Masculinidade e Profissões: Discursos e Resistências
Marques, António Manuel (2011), Masculinidade e Profissões: Discursos e
Resistências, Lisboa, Fundação Calouste Gulbenkian e Fundação para a Ciência e
a Tecnologia, 519 páginas.
Nuno Santos Carneiro
Centro de Psicologia da Universidade do Porto
Department of Psychology ' Manchester Metropolitan University
Resultado da tese de doutoramento de António Manuel Marques em psicologia
social e organizacional pelo ISCTE-IUL, este livro de invulgar qualidade
confere centralidade à psicologia social do género, analisando as dinâmicas
processuais de edificação sociocultural, ideológica, relacional e subjetiva da
masculinidade, comparando quatro profissões ' a cirurgia geral, a magistratura
judicial, a montagem de offset e a condução de táxis ' onde tais dinâmicas
encontram palco discursivo e se intersetam com a cultura organizacional própria
de cada um destes lugares ocupacionais. Como diz o autor, o "contributo
[destas profissões] para a posição social dos que se dedicam a elas, a natureza
do trabalho executado e a dinâmica de admissão de mulheres no seu interior
fazem de cada profissão [numérica, simbólica e tradicionalmente dominada por
homens] um contexto original, aumentando as hipóteses de as comparar entre
si" (p. 453).
Trata-se de um trabalho de investigação que refletepercursos ' assim lhes chama
o autor com acutilância semântica transversal ao trabalho e ancorante da
estruturação do mesmo ' através dos quais só não se enriquece quem não fizer do
livro leitura tão cuidada quanto este merece. São percursos epistémicos,
heurísticos, conceptuais, metodológicos, (meta-) analíticos e reflexivos
capazes de suscitarem indagações e propostas interpretativas (sabiamente nunca
encerradas) sobre os objetos de estudo. O que, desde logo, nestas indagações
encontro de preciosa contribuição é uma inquietação (des)construtiva e crítica
a respeito do que chamaria de espaços intersticiais múltiplos ' esses hiatos,
essas fendas, esses vazios sempre existentes entre conceitos, metodologias,
quadros epistémicos, posições autorreflexivas, falas e silêncios de
protagonistas de uma investigação ' que António Manuel Marques se dedica a
explorar com um fôlego e com uma dedicação ímpares.

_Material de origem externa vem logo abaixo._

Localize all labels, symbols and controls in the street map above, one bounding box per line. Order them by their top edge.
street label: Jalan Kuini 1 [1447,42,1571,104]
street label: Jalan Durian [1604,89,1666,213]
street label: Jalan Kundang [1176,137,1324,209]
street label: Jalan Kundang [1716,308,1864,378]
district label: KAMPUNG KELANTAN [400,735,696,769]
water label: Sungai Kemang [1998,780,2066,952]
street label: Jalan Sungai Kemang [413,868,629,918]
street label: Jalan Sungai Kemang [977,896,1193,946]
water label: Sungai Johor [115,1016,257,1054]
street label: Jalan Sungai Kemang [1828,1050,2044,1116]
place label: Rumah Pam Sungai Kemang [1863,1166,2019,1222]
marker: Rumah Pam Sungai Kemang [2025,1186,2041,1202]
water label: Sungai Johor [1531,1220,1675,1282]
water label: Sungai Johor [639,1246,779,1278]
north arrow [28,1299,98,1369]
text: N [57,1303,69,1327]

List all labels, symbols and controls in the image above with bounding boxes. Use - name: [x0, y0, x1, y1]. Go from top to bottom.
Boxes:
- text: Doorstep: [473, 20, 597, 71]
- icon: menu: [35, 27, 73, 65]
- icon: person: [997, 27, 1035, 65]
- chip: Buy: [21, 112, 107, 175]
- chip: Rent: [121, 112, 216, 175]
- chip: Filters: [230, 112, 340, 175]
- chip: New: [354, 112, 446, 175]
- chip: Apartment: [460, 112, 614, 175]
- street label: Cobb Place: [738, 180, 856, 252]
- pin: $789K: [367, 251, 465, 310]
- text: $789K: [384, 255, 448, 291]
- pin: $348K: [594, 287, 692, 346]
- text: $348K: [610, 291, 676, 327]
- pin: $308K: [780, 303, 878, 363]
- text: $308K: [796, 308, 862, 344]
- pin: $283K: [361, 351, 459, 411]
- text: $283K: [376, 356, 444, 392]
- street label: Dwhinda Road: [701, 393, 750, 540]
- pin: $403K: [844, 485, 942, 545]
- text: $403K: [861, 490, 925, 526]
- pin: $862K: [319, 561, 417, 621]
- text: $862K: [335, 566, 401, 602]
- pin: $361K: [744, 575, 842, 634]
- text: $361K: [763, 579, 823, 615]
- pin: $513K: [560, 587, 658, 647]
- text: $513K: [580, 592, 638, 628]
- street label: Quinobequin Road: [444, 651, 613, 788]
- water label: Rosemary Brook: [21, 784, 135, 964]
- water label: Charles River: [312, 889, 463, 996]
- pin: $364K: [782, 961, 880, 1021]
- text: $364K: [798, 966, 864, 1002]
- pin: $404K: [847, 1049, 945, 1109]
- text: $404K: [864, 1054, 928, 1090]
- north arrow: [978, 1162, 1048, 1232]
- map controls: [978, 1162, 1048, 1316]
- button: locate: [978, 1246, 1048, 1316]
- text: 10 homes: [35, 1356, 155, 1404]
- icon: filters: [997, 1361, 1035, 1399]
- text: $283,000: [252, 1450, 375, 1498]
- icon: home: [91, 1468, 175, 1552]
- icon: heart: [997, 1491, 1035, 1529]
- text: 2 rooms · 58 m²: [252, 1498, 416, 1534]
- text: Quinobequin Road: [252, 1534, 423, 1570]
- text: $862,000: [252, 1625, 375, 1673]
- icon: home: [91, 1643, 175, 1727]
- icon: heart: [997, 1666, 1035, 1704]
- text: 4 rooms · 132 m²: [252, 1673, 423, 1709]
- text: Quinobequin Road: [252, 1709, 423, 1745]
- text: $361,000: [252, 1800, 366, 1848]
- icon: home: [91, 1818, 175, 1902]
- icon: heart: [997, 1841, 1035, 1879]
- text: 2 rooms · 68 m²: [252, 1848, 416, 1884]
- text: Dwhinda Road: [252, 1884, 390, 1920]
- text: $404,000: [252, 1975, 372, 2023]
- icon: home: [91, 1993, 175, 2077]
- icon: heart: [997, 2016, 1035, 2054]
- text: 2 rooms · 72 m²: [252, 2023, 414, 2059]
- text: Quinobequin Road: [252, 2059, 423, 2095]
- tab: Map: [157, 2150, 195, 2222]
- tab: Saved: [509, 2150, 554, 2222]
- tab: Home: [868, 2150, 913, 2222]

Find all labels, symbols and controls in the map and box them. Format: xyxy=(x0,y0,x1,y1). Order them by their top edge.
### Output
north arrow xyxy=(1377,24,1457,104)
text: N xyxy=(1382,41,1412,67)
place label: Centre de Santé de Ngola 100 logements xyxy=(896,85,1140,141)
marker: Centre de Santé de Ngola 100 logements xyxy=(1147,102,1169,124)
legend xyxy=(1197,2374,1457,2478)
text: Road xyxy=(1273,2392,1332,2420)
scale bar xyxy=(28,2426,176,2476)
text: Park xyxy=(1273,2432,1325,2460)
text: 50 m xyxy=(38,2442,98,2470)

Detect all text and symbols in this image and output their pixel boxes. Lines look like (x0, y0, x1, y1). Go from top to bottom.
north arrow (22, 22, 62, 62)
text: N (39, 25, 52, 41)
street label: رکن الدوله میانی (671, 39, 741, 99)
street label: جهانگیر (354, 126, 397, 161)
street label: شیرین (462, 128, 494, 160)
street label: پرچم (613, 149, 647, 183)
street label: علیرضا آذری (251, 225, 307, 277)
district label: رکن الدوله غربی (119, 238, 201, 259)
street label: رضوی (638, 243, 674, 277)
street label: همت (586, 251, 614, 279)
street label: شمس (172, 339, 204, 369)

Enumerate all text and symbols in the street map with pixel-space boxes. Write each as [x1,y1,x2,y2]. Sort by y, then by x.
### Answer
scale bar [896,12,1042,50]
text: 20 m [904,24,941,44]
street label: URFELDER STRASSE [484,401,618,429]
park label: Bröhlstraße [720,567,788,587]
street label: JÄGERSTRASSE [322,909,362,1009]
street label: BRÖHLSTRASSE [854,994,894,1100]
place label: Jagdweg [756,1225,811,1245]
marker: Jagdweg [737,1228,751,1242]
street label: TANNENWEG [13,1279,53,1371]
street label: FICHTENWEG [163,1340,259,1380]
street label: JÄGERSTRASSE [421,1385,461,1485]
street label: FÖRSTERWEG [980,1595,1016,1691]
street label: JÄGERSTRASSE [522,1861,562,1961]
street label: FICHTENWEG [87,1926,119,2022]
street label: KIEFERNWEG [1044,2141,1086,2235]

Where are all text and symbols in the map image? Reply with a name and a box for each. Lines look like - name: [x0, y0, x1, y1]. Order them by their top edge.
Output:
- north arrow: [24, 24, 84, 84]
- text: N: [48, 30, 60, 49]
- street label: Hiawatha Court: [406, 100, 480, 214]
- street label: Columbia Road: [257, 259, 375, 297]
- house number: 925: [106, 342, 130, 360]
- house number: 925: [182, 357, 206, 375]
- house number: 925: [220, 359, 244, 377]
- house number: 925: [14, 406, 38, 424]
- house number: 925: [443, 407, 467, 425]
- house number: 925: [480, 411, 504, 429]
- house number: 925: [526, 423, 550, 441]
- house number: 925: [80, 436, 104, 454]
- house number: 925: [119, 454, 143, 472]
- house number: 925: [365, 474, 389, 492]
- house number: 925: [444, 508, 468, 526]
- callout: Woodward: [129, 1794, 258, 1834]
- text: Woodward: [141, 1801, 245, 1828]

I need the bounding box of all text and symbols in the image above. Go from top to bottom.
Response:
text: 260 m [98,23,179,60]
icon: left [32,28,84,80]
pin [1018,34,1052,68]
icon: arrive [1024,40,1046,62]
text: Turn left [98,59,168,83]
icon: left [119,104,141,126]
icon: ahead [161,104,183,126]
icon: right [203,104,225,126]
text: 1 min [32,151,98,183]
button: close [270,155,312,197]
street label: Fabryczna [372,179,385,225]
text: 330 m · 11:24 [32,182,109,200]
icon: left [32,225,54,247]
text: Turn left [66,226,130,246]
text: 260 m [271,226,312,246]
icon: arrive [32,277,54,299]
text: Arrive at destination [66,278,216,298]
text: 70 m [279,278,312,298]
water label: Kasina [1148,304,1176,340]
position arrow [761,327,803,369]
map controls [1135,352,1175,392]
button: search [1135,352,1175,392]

Assim acontece, a título de
exemplos, quando procede a uma sistematização tão complexa quanto atualizada
dos debates epistemológicos sobre os estatutos da "ciência" e das
"comunidades científicas" (com trasladação destes debates para o
campo da psicologia social), quando se debruça sobre o que pode ser atualmente
o recurso à Teoria das Representações Sociais, sem facilitismos a respeito das
críticas que a esta Teoria se levantam e com o muito trabalhado esforço de
contextualização deste quadro meta-conceptual, bem como quando muito
originalmente elenca as origens, a originalidade, a diversidade e a importância
de inscrição heurística e académica das perspetivas discursivas na psicologia
(social).
Mais não houvesse, seria já isto bastante para se defender com total
legitimidade que este livro é fundamental quer para quem se inicia na
investigação social e humana, quer para quem nestes quadrantes da investigação
continua a desejar leituras amplas e pertinentes. Num tempo em que a reofensiva
empiri(ci)sta não cessa de tentar esmagar outras modalidades de pensamento e de
análise sobre as relações sociais e as posições de sujeito, num tempo em que a
inscrição hermenêutica, académica e editorial dos paradigmas discursivos se vê
profundamente ameaçada pela (re-)inflamação dos egos positivistas e das
comunidades científicas estreitamente arreigadas à evidência do que não é (ou
nem sempre tem que ser) evidente, não há como não honrar um trabalho como este,
com que António Manuel Marques verdadeiramente nos presenteia. E que nos
presenteia como prova de coragem contagiante para continuarmos convictamente e
de pés bem assentes a afirmar as perspetivas discursivas e críticas em
contracorrente às vagas da desvalorização menorizante, porque ignorante, destas
perspetivas.
De interesse particularmente saliente para a reflexão sobre o género é o
capítulo dedicado à pesquisa sobre os homens e a masculinidade. Em primeira
instância, porque o autor consegue contrariar a nefasta e persistente tendência
' e para ele uma inquietação pessoal, como nos diz logo na Introdução ' de se
considerar a construção social da masculinidade um não-objeto, inclusive entre
setores representativos das teorias feministas. Perguntando(-se) se "o
"problema" está na relação entre homens e mulheres, entre alguns
homens, ou entre masculinidades e várias masculinidades, ou entre a
masculinidade e a feminilidade" (p.179), o que consegue ir tecendo no
desenvolvimento da pesquisa apresentada é a denúncia da teimosia de se
considerar que o mundo se esgota nas relações entre homens que dominam e
mulheres que são dominadas. Quando interroga as relações entre a teoria
feminista e os estudos sobre os homens e a masculinidade, expondo
admiravelmente os consensos e os antagonismos que esta relação suscita, António
Manuel Marques deixa bem claro (1) que a focalização na relação desequilibrada
entre os sexos não deixa de pressupor uma "homogeneidade dos grupos ou
categorias sexuais e, logo, o primado do fundamento biológico das
diferenças" (p. 219), (2) que o pensamento binário (homens versus
mulheres) "dificulta e questiona, em parte, a mobilização teórica e
política em torno do género" (p. 224) e (3) que "as teorias
feministas e a sua consideração prática tiveram (e continuam a ter) um efetivo
efeito nas formas de pensar e organizar a vida e as instituições, afetando
diretamente as mulheres e os homens [itálico meu]" (p. 226).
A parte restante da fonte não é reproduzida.